Stored data:
■ ■ ■ ■ ■

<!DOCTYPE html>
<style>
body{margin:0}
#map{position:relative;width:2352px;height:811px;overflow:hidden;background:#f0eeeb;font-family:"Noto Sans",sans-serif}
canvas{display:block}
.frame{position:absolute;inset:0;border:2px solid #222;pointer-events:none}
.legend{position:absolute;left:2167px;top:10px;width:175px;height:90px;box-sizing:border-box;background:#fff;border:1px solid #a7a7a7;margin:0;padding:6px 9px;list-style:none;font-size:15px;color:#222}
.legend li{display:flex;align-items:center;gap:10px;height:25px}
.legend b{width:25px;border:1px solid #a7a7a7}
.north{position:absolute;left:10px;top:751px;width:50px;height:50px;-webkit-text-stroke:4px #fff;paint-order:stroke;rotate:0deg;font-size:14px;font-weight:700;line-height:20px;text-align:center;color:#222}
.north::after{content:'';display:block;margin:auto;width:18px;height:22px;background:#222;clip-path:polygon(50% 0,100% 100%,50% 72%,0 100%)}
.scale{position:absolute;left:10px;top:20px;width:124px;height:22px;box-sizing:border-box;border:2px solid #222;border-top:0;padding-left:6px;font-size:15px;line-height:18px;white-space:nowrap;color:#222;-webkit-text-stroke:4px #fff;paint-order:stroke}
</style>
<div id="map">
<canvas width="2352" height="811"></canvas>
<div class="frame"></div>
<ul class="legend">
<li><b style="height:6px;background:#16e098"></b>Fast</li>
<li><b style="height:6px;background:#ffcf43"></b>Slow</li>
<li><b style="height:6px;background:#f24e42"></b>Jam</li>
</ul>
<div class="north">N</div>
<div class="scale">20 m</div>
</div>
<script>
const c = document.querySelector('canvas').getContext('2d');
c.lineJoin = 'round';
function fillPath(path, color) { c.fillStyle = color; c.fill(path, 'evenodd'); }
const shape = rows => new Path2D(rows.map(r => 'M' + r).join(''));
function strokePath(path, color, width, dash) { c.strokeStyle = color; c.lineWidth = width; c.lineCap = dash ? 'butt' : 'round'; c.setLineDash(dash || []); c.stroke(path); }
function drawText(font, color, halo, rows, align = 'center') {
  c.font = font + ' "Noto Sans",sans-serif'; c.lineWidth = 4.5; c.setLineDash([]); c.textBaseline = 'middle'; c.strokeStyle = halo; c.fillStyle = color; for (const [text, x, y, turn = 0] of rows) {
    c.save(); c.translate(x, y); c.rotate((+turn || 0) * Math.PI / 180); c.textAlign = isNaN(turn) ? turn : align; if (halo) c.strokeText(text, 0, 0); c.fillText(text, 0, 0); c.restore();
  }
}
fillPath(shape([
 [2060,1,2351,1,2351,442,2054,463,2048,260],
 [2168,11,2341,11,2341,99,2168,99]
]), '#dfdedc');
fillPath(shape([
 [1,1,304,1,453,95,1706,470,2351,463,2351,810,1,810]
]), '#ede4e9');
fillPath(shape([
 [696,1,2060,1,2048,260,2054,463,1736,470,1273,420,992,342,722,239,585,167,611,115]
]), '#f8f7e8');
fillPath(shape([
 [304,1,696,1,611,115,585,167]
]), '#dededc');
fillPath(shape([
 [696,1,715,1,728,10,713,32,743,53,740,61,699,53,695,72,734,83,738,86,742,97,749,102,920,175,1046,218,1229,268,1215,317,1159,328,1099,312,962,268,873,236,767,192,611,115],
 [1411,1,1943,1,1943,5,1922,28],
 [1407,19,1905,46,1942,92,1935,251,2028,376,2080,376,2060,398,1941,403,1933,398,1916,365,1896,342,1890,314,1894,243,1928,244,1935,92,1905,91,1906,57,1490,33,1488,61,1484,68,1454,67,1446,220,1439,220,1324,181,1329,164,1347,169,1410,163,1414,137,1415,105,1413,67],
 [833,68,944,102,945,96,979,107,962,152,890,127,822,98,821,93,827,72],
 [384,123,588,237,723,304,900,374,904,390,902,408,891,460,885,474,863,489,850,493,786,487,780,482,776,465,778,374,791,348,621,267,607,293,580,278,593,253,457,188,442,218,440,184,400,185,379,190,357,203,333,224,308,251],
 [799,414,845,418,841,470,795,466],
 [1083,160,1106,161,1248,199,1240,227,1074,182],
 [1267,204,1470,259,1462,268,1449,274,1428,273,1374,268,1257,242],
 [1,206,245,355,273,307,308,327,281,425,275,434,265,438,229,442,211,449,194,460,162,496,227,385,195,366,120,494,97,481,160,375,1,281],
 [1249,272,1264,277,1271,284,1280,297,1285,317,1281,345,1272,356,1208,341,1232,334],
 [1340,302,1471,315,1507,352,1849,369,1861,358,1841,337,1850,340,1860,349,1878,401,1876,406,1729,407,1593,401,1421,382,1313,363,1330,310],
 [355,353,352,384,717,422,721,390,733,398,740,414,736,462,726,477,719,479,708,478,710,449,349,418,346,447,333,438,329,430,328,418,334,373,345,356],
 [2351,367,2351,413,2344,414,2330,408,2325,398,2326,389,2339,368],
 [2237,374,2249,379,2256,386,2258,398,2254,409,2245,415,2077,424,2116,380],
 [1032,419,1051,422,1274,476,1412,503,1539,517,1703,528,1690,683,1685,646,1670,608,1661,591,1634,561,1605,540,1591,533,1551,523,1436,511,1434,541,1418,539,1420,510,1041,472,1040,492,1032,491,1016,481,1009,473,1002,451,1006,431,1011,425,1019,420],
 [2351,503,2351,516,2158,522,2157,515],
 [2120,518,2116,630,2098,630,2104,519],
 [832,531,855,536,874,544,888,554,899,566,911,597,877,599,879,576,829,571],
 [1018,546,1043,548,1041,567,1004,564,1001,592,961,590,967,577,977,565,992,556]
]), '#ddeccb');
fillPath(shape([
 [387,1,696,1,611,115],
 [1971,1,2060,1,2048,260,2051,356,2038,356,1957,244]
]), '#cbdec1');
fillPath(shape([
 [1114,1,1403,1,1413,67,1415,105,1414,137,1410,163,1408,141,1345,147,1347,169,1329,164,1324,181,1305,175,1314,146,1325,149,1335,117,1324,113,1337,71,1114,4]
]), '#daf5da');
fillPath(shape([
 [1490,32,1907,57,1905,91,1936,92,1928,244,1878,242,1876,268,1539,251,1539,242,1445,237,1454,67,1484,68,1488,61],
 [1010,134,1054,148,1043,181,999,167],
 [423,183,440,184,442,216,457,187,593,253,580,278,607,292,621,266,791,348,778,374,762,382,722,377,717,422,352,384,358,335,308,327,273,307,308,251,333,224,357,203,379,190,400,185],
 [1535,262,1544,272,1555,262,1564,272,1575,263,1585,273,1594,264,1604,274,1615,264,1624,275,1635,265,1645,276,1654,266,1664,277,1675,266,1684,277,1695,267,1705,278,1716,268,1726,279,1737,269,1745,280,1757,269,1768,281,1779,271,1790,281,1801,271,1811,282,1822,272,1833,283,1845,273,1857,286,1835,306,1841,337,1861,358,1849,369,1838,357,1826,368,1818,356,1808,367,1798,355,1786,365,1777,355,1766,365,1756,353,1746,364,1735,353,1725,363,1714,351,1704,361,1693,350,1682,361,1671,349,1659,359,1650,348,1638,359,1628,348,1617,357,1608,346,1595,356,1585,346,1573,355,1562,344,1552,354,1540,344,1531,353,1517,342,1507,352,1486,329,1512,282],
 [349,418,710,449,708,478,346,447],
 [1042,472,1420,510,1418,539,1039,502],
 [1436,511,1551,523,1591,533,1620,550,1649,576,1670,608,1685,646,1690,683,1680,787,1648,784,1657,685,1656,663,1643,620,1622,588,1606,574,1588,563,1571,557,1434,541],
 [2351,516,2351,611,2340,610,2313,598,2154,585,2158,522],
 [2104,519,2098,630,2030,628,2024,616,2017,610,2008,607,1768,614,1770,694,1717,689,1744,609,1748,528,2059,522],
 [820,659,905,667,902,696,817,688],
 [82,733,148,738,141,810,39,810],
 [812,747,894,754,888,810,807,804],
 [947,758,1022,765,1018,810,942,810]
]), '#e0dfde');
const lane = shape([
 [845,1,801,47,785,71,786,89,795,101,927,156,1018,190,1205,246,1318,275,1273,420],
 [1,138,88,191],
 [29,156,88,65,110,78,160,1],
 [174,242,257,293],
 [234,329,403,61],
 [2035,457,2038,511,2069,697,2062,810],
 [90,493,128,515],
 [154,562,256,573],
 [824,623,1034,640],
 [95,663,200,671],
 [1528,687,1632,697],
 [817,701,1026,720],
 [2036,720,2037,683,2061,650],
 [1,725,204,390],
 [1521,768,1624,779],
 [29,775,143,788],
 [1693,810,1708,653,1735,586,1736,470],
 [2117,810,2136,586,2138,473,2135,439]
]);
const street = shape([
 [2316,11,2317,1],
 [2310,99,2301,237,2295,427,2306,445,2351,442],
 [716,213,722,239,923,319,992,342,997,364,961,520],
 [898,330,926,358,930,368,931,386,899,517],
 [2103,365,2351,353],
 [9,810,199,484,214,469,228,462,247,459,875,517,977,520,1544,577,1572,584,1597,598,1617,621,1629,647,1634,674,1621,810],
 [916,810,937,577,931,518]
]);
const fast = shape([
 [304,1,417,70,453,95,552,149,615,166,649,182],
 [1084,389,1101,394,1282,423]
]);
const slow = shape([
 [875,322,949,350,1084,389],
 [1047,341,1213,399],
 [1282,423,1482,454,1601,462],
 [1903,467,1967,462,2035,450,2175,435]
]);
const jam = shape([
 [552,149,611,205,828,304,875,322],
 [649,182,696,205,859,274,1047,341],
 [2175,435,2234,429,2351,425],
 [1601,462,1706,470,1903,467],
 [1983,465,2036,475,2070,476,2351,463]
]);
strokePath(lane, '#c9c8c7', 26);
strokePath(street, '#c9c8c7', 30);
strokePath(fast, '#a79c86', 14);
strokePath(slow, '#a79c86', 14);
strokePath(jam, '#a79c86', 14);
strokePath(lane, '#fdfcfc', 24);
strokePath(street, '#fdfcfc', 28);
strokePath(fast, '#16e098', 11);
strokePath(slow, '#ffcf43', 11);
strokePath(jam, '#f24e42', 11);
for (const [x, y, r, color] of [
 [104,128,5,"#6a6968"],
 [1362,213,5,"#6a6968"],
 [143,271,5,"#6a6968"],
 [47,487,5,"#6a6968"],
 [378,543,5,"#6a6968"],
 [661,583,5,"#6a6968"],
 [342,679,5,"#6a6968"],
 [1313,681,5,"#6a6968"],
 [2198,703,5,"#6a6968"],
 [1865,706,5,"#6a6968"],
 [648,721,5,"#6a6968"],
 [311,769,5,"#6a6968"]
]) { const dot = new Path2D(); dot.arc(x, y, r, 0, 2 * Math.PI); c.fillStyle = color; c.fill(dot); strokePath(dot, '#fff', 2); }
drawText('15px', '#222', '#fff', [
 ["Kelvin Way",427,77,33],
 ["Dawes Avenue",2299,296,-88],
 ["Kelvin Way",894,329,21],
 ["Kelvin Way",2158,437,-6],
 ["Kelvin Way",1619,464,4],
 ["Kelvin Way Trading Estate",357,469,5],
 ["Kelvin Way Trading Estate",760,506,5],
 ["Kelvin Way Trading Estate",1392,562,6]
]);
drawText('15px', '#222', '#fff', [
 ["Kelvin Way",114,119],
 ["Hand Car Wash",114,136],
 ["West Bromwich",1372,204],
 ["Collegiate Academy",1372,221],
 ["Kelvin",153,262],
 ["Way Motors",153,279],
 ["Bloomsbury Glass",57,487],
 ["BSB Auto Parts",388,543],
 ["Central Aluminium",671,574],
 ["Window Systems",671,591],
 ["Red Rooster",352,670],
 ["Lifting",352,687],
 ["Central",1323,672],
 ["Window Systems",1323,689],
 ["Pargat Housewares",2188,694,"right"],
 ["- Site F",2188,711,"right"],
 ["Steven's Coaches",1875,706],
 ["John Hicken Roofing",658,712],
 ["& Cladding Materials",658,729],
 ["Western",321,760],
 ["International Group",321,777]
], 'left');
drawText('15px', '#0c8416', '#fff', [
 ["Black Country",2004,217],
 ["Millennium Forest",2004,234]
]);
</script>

■ ■ ■ ■ ■

Within the records, tally every line that contains the word "lineWidth". Only the resulting number should be given.

*Task output*
2